I have the following code, that plots nested vs non-nested cross-validations of a KNN algorithm.
# Number of random trials
NUM_TRIALS = 30
# Load the dataset
X_iris = X.values
y_iris = y
# Set up possible values of parameters to optimize over
p_grid = {"n_neighbors": [1, 5, 10]}
# We will use a Support Vector Classifier with "rbf" kernel
svm = KNeighborsClassifier()
# Arrays to store scores
non_nested_scores = np.zeros(NUM_TRIALS)
nested_scores = np.zeros(NUM_TRIALS)
# Loop for each trial
for i in range(NUM_TRIALS):
# Choose cross-validation techniques for the inner and outer loops,
# independently of the dataset.
# E.g "GroupKFold", "LeaveOneOut", "LeaveOneGroupOut", etc.

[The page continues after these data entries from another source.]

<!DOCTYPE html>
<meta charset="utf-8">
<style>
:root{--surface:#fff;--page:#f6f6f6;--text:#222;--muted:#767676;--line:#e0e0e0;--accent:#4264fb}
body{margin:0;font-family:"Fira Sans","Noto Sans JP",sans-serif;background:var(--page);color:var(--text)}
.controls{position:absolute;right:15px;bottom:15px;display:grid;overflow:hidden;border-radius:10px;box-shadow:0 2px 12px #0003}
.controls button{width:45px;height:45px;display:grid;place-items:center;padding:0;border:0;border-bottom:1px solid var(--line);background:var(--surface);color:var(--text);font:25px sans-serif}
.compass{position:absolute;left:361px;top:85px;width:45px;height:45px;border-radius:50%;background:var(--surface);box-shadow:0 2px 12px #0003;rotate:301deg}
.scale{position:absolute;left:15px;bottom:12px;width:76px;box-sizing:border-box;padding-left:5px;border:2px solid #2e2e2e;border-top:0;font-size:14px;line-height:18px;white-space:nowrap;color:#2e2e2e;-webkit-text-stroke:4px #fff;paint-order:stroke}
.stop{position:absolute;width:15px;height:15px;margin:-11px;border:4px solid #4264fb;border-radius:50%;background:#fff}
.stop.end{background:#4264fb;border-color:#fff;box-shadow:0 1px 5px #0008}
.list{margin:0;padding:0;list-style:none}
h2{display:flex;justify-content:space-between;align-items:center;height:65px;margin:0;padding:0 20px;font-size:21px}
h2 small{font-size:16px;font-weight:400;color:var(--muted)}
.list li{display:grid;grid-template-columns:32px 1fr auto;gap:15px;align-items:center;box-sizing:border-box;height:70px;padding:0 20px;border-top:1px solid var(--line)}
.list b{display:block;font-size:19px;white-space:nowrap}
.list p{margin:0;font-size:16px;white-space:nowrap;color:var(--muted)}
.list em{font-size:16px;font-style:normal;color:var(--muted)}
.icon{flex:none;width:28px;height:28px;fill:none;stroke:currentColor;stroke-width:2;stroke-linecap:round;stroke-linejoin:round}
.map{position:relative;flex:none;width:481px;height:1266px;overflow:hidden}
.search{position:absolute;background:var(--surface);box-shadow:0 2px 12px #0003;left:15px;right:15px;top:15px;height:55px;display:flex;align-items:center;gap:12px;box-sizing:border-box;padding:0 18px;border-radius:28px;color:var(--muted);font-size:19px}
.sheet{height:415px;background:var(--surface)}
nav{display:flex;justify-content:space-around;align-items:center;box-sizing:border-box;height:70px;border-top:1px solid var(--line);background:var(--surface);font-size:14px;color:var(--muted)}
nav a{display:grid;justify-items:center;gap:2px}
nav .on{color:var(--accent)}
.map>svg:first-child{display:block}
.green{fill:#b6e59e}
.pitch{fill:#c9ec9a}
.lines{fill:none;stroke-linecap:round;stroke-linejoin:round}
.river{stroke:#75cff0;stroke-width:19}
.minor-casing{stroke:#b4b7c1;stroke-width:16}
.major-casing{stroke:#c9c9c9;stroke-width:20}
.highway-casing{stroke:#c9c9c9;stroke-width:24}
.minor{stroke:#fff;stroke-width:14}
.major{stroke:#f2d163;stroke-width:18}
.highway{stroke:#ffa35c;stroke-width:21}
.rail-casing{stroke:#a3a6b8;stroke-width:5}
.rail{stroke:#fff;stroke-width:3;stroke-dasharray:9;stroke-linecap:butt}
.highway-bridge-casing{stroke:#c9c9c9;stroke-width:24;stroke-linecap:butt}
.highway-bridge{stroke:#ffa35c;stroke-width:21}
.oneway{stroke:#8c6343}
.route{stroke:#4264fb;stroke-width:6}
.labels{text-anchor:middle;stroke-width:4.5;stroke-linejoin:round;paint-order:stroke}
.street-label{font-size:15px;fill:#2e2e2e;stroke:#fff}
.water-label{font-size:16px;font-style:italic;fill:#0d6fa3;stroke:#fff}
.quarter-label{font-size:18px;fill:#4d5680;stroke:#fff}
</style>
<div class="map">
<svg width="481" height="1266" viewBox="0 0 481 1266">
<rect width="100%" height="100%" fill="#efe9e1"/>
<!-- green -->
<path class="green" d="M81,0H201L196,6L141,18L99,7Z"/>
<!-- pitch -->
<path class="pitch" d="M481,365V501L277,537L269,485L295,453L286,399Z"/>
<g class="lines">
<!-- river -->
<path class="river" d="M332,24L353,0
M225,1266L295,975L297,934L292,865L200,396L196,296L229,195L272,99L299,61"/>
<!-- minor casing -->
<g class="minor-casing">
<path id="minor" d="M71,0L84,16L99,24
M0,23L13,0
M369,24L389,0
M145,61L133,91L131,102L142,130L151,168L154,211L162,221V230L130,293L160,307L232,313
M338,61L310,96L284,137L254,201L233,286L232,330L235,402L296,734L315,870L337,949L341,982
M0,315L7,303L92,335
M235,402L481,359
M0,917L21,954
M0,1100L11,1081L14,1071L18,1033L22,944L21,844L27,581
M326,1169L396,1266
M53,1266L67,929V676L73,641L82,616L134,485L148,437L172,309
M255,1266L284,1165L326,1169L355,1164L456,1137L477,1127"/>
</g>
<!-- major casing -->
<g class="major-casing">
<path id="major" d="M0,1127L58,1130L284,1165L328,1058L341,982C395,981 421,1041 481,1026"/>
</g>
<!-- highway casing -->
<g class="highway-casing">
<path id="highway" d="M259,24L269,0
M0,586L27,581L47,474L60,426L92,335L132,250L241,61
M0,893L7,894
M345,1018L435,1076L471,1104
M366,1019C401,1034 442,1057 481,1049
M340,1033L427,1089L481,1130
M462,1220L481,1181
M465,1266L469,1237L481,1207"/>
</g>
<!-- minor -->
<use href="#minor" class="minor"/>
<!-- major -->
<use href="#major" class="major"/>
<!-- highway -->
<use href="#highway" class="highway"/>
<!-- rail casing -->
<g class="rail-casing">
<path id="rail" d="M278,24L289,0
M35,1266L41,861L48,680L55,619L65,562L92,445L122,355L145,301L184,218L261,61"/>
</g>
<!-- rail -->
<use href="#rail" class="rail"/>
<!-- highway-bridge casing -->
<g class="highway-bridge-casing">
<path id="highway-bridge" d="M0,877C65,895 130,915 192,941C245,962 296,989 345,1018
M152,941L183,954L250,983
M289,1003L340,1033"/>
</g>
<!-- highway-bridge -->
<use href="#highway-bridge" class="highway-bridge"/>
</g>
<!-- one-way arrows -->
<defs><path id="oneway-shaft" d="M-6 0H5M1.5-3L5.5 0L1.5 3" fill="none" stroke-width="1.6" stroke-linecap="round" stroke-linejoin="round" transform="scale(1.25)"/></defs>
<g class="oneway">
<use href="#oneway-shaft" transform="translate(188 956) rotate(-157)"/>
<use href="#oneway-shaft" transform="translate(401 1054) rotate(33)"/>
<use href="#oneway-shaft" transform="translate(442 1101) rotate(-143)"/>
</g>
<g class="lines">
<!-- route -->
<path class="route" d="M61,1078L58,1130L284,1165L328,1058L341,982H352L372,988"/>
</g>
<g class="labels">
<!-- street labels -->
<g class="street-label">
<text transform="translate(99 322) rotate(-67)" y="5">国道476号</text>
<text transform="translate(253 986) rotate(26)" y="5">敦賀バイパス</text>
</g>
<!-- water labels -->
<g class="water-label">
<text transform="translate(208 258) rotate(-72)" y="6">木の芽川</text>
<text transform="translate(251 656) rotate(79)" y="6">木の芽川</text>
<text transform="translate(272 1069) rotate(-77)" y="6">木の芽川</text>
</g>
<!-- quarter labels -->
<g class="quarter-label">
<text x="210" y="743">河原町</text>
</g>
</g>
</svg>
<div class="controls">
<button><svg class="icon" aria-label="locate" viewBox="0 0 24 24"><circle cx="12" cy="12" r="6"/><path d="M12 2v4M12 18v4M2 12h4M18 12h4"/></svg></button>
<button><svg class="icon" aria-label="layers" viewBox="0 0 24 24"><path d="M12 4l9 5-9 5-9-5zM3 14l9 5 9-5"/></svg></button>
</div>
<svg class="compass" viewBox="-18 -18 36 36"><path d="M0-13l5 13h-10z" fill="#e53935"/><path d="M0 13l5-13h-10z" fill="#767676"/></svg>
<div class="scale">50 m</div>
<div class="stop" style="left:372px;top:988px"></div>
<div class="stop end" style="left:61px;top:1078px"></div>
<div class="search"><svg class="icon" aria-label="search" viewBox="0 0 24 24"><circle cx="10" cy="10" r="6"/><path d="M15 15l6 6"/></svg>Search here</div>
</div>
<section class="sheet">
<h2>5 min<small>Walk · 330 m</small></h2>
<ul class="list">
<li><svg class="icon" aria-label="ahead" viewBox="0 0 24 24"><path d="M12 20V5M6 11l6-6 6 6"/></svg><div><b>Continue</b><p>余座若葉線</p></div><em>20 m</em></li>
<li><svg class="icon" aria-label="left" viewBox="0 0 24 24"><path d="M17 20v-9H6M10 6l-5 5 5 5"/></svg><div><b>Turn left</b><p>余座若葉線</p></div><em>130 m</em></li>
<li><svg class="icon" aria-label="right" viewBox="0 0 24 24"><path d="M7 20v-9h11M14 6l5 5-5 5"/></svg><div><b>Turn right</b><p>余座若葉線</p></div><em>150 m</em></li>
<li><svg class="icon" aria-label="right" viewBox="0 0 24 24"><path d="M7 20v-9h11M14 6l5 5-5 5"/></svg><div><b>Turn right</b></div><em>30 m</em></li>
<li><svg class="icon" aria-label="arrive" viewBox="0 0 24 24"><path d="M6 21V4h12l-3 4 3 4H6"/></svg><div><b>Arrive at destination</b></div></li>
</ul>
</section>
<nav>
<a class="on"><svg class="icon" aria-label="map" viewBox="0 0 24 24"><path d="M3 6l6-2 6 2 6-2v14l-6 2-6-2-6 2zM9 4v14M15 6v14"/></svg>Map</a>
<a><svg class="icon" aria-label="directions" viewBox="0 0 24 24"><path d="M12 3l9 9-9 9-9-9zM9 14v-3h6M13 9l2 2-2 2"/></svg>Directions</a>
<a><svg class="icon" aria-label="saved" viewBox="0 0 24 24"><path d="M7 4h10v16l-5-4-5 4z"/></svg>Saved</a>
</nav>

inner_cv = KFold(n_splits=4, shuffle=True, random_state=i)
outer_cv = KFold(n_splits=4, shuffle=True, random_state=i)
# Non_nested parameter search and scoring
clf = GridSearchCV(estimator=svm, param_grid=p_grid, cv=inner_cv)
clf.fit(X_iris, y_iris)
non_nested_scores[i] = clf.best_score_
# Nested CV with parameter optimization
nested_score = cross_val_score(clf, X=X_iris, y=y_iris, cv=outer_cv)
nested_scores[i] = nested_score.mean()
score_difference = non_nested_scores - nested_scores
preds=clf.best_estimator_.predict(X_test)
from sklearn.metrics import confusion_matrix
cm = confusion_matrix(y_test, preds)
one, two, three, four,five,six,seven,eight,nine = confusion_matrix(y_test, preds).ravel()
The problem that I have is with the confusion matrix plotting, I encountered this following error :
ValueError Traceback (most recent call last)
<ipython-input-22-13536688e18b> in <module>()
45 from sklearn.metrics import confusion_matrix
46 cm = confusion_matrix(y_test, preds)
---> 47 one, two, three, four,five,six,seven,eight,nine = confusion_matrix(y_test, preds).ravel()
48 cm = [[one,two],[three,four],[five,six],[seven,eight],[nine,eight]]
49 ax= plt.subplot()
ValueError: too many values to unpack (expected 9)
I am not sure how to fix this. I have 9 target variables in my data set, stored in y.
[11 11 11 ... 33 33 33] #the target variables being : 11,12,13,21,22,23,31,32,33
And this is the head of my feature data set:
Duration Grand Mean Max Mean Activation
0 64 136.772461 178.593750
1 67 193.445196 258.515625
2 67 112.382929 145.765625
The confusion matrix is built by "cm = confusion_matrix(y_test, preds)", where cm is 9x9 matrix (because you have 9 different labels in target variable). If you want to plot it you can use plot_confusion_matrix function. There is no need to ravel it. If you ravel it, the 9x9 matrix gets converted into 81 values and you are unpacking it to 9 variables on the left side of the assignment. That is the reason you are getting "too many values to unpack (expected 9)" error.